Naples Daily News - 8/1/2017

July 31--Beverly Lipson breathed deep and channeled her energy into one simple task -- getting out of a folding chair. She planted her feet square in front of her, careful to keep her knees in line with her ankles.

"Nose to toe," her personal trainer, James Metcalf, reminded her.

Then she rose, and a smile spread wide across her face.

"I could not do this," Lipson, 86, said triumphantly on a recent Friday from inside the exercise room of Bradford Square, a North Naples retirement community. "I couldn't do that before."

For someone who only started exercising later in life, Lipson now does it five days a week. She takes yoga classes at her community every Tuesday and Thursday, tai chi on Wednesdays, and a one-on-one strength and balance workout with a personal trainer from Max Flex Fitness on Mondays and Fridays.

And sometimes, when she doesn't feel like tai chi is enough of a workout, she goes into the weight room for more.

"I feel good," Lipson said.

Lipson and several other seniors across Naples are finding the benefits of staying active in their golden years. Local coaches and personal trainers say it's never too late to begin, especially at a time in life when health becomes so fragile.

At Addicted to Fitness, a gym that specializes in serving baby boomers and beyond, 69-year-old Marilyn Lewis found a routine that works for her. Lewis started exercising there two years ago. Before that, she feared injuries from falling. She had already fallen twice.

"This is something very new to me," Lewis said after her one-hour workout on a recent Tuesday. "We're not gym people. ... We're not ones that are going to come in here and do it by ourselves."

So she started working one-on-one with Jon Bates, owner of Addicted to Fitness. He taught her how to use the resistance and cable machines, exercise balls, free weights and other equipment Lewis never imagined herself using in her 60s.

Strength, balance and flexibility, Bates said, are the key components of senior fitness.

"Over the age of 80, the risk of dying from a fall is higher than anything else, so working on balance is super, super important," he said. "(Balance) is partly physical but it's also mental. We have neurotransmitters in the brain that if we don't keep them firing, you start to lose them -- they're like muscle. So doing things that challenge their balance keeps them working."

Bates encourages stretching to improve flexibility. Otherwise, tightness in the body can lead to pain in older adults, which often sends people running to the doctor for pills and procedures.

'If they would come and exercise and work on flexibility, a lot of times we are able to get them out of pain without the medication and surgeries," he said.

Since exercising with Bates for the last two years, Lewis said she's received high marks from her physician.

After a recent bone density test, Lewis said her doctor told her, "I don't know what you're doing, but whatever it is, keep doing it."

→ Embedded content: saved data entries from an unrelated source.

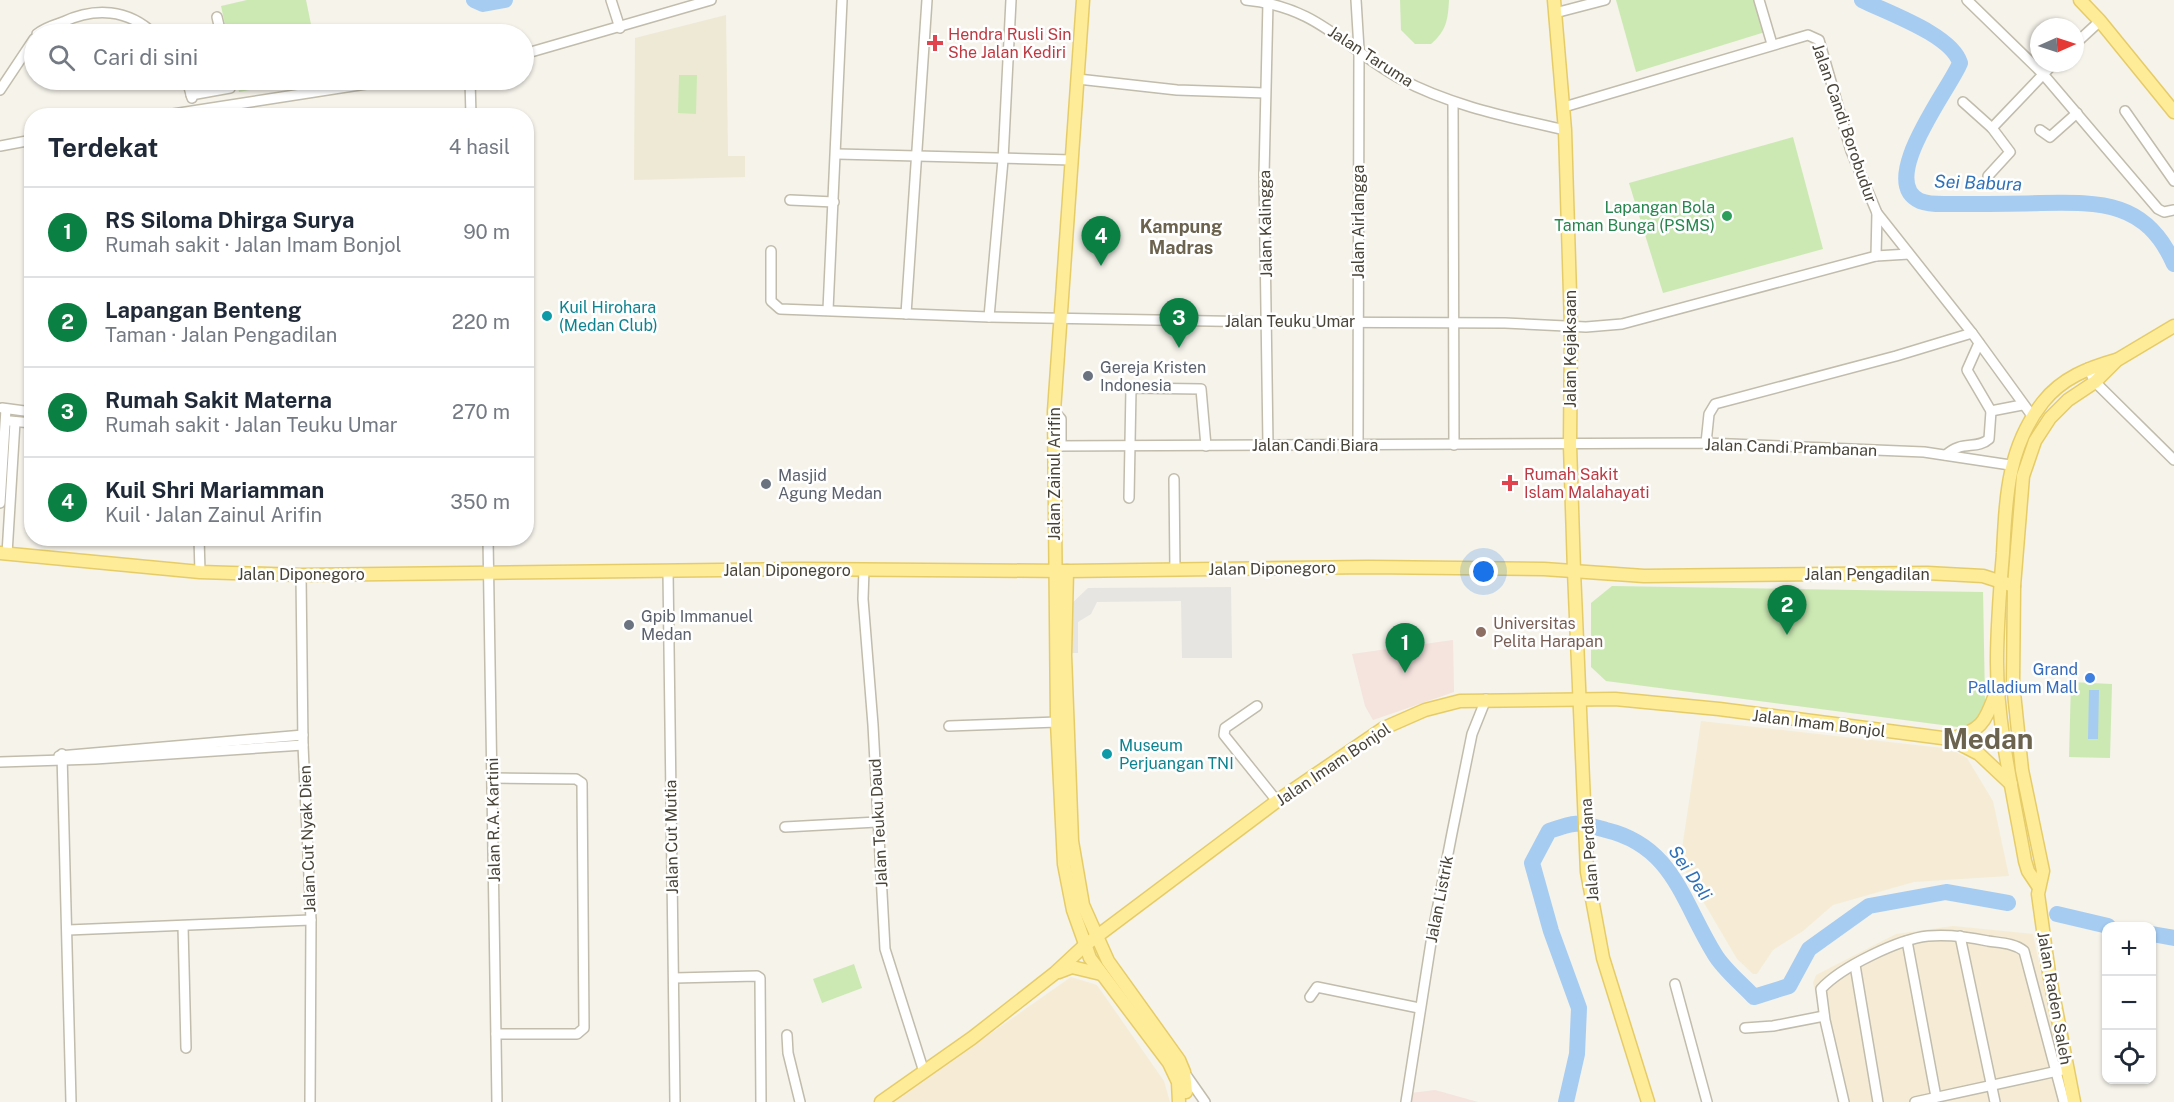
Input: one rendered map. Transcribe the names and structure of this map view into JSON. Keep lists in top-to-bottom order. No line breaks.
{"streets":{"main road":["Jalan Kejaksaan","Jalan Zainul Arifin","Jalan Diponegoro","Jalan Pengadilan","Jalan Imam Bonjol","Jalan Perdana","Jalan Raden Saleh"],"street":["Jalan Taruma","Jalan Candi Borobudur","Jalan Airlangga","Jalan Kalingga","Jalan Teuku Umar","Jalan Candi Biara","Jalan Candi Prambanan","Jalan R.A. Kartini","Jalan Teuku Daud","Jalan Cut Mutia","Jalan Cut Nyak Dien","Jalan Listrik"]},"crossings":[["Jalan Taruma","Jalan Airlangga"],["Jalan Taruma","Jalan Kalingga"],["Jalan Taruma","Jalan Kejaksaan"],["Jalan Candi Borobudur","Jalan Teuku Umar"],["Jalan Candi Borobudur","Jalan Kejaksaan"],["Jalan Airlangga","Jalan Teuku Umar"],["Jalan Airlangga","Jalan Candi Biara"],["Jalan Kalingga","Jalan Teuku Umar"],["Jalan Kalingga","Jalan Candi Biara"],["Jalan Teuku Umar","Jalan Kejaksaan"],["Jalan Teuku Umar","Jalan Zainul Arifin"],["Jalan Kejaksaan","Jalan Candi Biara"],["Jalan Kejaksaan","Jalan Candi Prambanan"],["Jalan Kejaksaan","Jalan Diponegoro"],["Jalan Kejaksaan","Jalan Pengadilan"],["Jalan Kejaksaan","Jalan Imam Bonjol"],["Jalan Kejaksaan","Jalan Perdana"],["Jalan Candi Biara","Jalan Candi Prambanan"],["Jalan Candi Biara","Jalan Zainul Arifin"],["Jalan Zainul Arifin","Jalan Diponegoro"],["Jalan Zainul Arifin","Jalan Imam Bonjol"],["Jalan Diponegoro","Jalan Pengadilan"],["Jalan Diponegoro","Jalan R.A. Kartini"],["Jalan Diponegoro","Jalan Teuku Daud"],["Jalan Diponegoro","Jalan Cut Mutia"],["Jalan Diponegoro","Jalan Cut Nyak Dien"],["Jalan Imam Bonjol","Jalan Teuku Daud"],["Jalan Imam Bonjol","Jalan Perdana"],["Jalan Imam Bonjol","Jalan Listrik"]],"districts":["Kampung Madras","Medan"],"water":["Sei Babura","Sei Deli"],"places":{"health":["Hendra Rusli Sin She Jalan Kediri","Rumah Sakit Islam Malahayati"],"other":["Lapangan Bola Taman Bunga (PSMS)","Kuil Hirohara (Medan Club)","Gereja Kristen Indonesia","Masjid Agung Medan","Gpib Immanuel Medan","Universitas Pelita Harapan","Grand Palladium Mall","Museum Perjuangan TNI"]},"north":"right","page":{"search":"Cari di sini","heading":["Terdekat","4 hasil"],"list":[{"mark":"1","name":"RS Siloma Dhirga Surya","note":"Rumah sakit · Jalan Imam Bonjol","value":"90 m"},{"mark":"2","name":"Lapangan Benteng","note":"Taman · Jalan Pengadilan","value":"220 m"},{"mark":"3","name":"Rumah Sakit Materna","note":"Rumah sakit · Jalan Teuku Umar","value":"270 m"},{"mark":"4","name":"Kuil Shri Mariamman","note":"Kuil · Jalan Zainul Arifin","value":"350 m"}],"pins":["4","3","2","1"],"map_buttons":["+","−"]}}
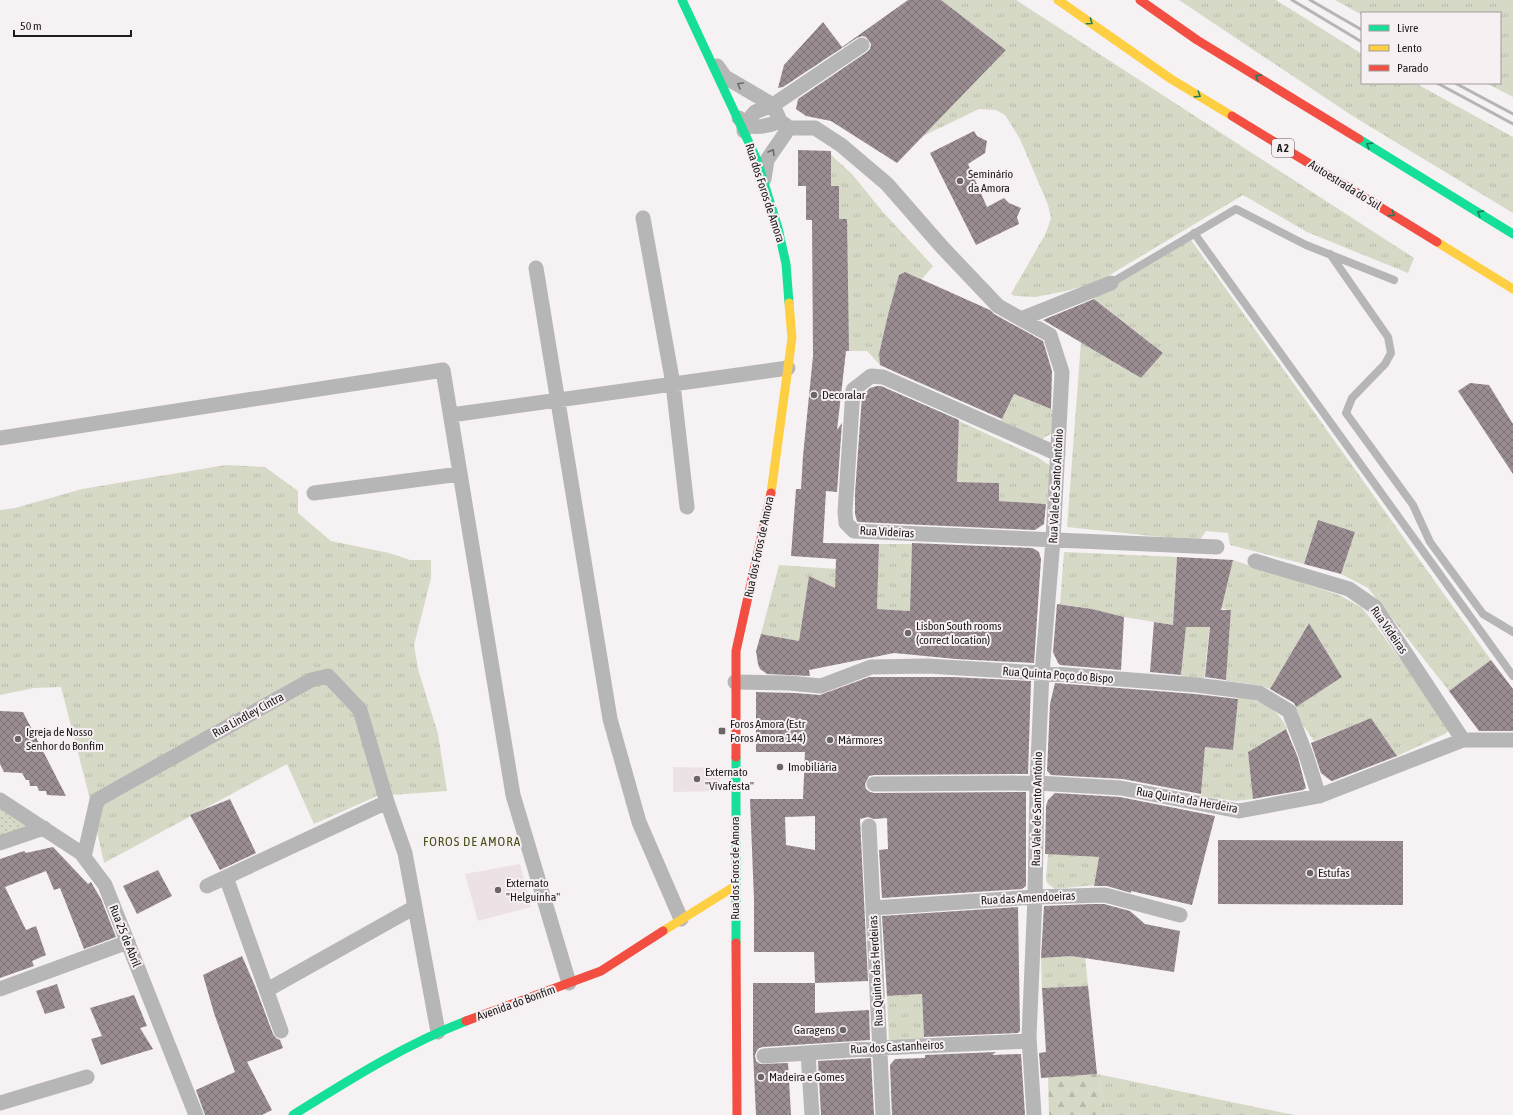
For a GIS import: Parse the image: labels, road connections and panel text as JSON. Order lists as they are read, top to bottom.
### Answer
{
  "streets": {
    "main road": [
      "A 2",
      "Autoestrada do Sul",
      "Rua dos Foros de Amora",
      "Avenida do Bonfim"
    ],
    "street": [
      "Rua Vale de Santo António",
      "Rua Videiras",
      "Rua Quinta Poço do Bispo",
      "Rua Lindley Cintra",
      "Rua Quinta da Herdeira",
      "Rua das Amendoeiras",
      "Rua 25 de Abril",
      "Rua Quinta das Herdeiras",
      "Rua dos Castanheiros"
    ]
  },
  "crossings": [
    ["Rua dos Foros de Amora", "Rua Vale de Santo António"],
    ["Rua dos Foros de Amora", "Rua Quinta Poço do Bispo"],
    ["Rua dos Foros de Amora", "Avenida do Bonfim"],
    ["Rua Vale de Santo António", "Rua Videiras"],
    ["Rua Vale de Santo António", "Rua Quinta Poço do Bispo"],
    ["Rua Vale de Santo António", "Rua Quinta da Herdeira"],
    ["Rua Vale de Santo António", "Rua das Amendoeiras"],
    ["Rua Vale de Santo António", "Rua dos Castanheiros"],
    ["Rua Videiras", "Rua Quinta da Herdeira"],
    ["Rua Quinta Poço do Bispo", "Rua Quinta da Herdeira"],
    ["Rua Lindley Cintra", "Rua 25 de Abril"],
    ["Rua das Amendoeiras", "Rua Quinta das Herdeiras"],
    ["Rua Quinta das Herdeiras", "Rua dos Castanheiros"]
  ],
  "districts": ["FOROS DE AMORA"],
  "places": {
    "other": [
      "Seminário da Amora",
      "Decoralar",
      "Lisbon South rooms (correct location)",
      "Igreja de Nosso Senhor do Bonfim",
      "Mármores",
      "Imobiliária",
      "Externato \"Vivafesta\"",
      "Estufas",
      "Externato \"Helguinha\"",
      "Garagens",
      "Madeira e Gomes"
    ],
    "transit": ["Foros Amora (Estr Foros Amora 144)"]
  },
  "legend": ["Livre", "Lento", "Parado"],
  "scale_bar": "50 m"
}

And she hasn't fallen since then.

Dick Niess, 94, the oldest client at Addicted to Fitness, has simple advice for people his age -- just move.

"If I wasn't with Jon working 14 years with him, I don't think I'd still be here," Niess said.

He exercises at Addicted to Fitness twice a week. "It's made a big difference. Big difference. As you get older, you just sit in a chair and watching TV all day, you don't do anything. ... If you don't exercise your muscles, they atrophy as you get older, and then you feel sick and you don't feel well.

"We're not trying to build muscles here; we're trying to save muscles."

Nino Magaddino, owner of Max Flex Fitness, which recently became recognized by the Blue Zones project, suggests starting out slow.

"Seek advice from a fitness professional," he said. "If you feel like you could just go for a walk, try natural movements. Try something new, like senior yoga, tai chi. Find out what you're comfortable with. Just do something."

Since Lipson started training with Magaddino and Metcalf in May, she said she's already seen improvement. She can now lift 25 pounds on the lat pulldown machine, and about 80 pounds on the leg press machine.

Getting out of a chair, though, seems to be her proudest accomplishment so far.

"I know I can do it," she said as her momentum sent her forward and up, over and over for 30 seconds. "This took a lot of practice."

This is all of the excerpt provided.